By Florin Rusu, University of California Merced, USA, frusu@ucmerced.edu
Multidimensional arrays are a fundamental abstraction to represent data across scientific domains ranging from astronomy to genetics, medicine, business intelligence, and engineering. Arrays come under multiple shapes — from dense rasters to sparse data cubes and tensors — and have been studied extensively across many computing domains. In this survey, we provide a comprehensive guide for past, present, and future research in array data management from a database perspective. Unlike previous surveys that are limited to raster processing in the context of scientific data, we consider all types of arrays — rasters, data cubes, and tensors. We identify and analyze the most important research ideas on arrays proposed over time. We cover all data management aspects, from array algebras and query languages to storage strategies, execution techniques, and operator implementations. Moreover, we discuss which research ideas are adopted in real systems and how are they integrated in complete data processing pipelines. Finally, we compare arrays with the relational data model. The result is a thorough survey on array data management that should be consulted by anyone interested in this research topic — independent of experience level.
Multidimensional arrays are one of the fundamental computing abstractions to represent data across virtually all areas of science and engineering, and beyond. Due to their ubiquity, multidimensional arrays have been studied extensively across many areas of computer science.

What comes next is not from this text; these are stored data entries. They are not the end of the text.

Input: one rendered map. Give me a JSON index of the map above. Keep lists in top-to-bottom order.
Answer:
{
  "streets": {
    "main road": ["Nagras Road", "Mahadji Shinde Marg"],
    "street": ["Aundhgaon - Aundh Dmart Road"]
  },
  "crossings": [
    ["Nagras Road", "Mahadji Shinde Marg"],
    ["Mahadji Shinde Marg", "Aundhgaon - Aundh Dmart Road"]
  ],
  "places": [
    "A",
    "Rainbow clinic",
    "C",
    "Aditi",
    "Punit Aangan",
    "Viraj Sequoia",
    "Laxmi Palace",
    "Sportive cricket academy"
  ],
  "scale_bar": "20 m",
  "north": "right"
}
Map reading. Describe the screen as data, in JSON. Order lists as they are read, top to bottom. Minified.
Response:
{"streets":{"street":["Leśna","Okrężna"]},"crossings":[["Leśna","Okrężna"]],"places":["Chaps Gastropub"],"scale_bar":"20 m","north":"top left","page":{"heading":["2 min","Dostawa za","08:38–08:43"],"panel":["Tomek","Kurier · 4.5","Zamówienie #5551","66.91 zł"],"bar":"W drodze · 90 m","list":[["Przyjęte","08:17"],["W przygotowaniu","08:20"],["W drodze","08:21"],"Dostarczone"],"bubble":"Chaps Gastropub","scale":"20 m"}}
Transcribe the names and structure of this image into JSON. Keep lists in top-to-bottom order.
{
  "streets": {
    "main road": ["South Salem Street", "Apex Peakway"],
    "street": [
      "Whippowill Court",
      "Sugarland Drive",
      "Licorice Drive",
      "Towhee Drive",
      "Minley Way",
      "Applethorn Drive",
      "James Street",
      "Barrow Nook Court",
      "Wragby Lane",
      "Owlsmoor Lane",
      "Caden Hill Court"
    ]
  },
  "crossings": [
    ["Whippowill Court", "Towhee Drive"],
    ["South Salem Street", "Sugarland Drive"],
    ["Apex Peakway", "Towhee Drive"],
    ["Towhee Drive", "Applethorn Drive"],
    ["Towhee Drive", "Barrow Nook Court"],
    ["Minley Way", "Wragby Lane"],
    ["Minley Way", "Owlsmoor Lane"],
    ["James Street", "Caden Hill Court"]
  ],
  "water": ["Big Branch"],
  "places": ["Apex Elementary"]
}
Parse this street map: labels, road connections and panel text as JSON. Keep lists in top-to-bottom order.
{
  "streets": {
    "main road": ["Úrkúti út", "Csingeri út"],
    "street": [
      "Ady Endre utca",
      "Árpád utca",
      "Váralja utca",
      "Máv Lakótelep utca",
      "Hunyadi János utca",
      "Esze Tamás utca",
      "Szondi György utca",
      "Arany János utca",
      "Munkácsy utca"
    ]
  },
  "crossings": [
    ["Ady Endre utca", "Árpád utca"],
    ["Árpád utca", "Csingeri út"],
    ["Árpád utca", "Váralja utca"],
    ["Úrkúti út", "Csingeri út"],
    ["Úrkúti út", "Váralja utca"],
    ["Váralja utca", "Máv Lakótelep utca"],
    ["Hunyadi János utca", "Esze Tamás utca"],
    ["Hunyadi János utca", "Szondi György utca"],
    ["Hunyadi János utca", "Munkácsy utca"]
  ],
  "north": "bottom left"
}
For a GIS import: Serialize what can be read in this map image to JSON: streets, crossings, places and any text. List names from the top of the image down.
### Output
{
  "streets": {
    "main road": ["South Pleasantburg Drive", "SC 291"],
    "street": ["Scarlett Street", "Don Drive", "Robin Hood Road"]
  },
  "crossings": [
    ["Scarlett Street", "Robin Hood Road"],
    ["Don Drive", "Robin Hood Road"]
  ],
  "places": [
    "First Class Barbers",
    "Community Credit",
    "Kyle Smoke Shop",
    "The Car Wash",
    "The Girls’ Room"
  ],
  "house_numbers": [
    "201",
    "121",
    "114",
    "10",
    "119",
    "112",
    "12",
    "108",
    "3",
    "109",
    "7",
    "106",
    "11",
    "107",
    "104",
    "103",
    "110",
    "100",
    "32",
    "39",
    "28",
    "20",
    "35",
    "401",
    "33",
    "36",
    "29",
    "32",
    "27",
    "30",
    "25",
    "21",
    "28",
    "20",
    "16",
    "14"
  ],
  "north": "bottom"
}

This survey provides a comprehensive guide for past, present, and future research in array data management from a database perspective. Unlike previous surveys that are limited to raster processing in the context of scientific data, this survey considers all types of arrays: rasters, data cubes, and tensors. The author’s goal is to identify and analyze the most important research ideas on arrays and to serve two objectives: first, to summarize the most relevant work on multidimensional array data management by identifying the major research problems; and second, to organize this material to provide an accurate perspective on the state-of-the-art and future directions in array processing.
Multidimensional Array Data Management covers all data management aspects, from array algebras and query languages to storage strategies, execution techniques, and operator implementations. Moreover, the author discusses which research ideas are adopted in real systems and how are they integrated in complete data processing pipelines. Finally, the author compares arrays with the relational data model. The result is a thorough survey on array data management that is an excellent resource for anyone interested in this topic, independent of experience level.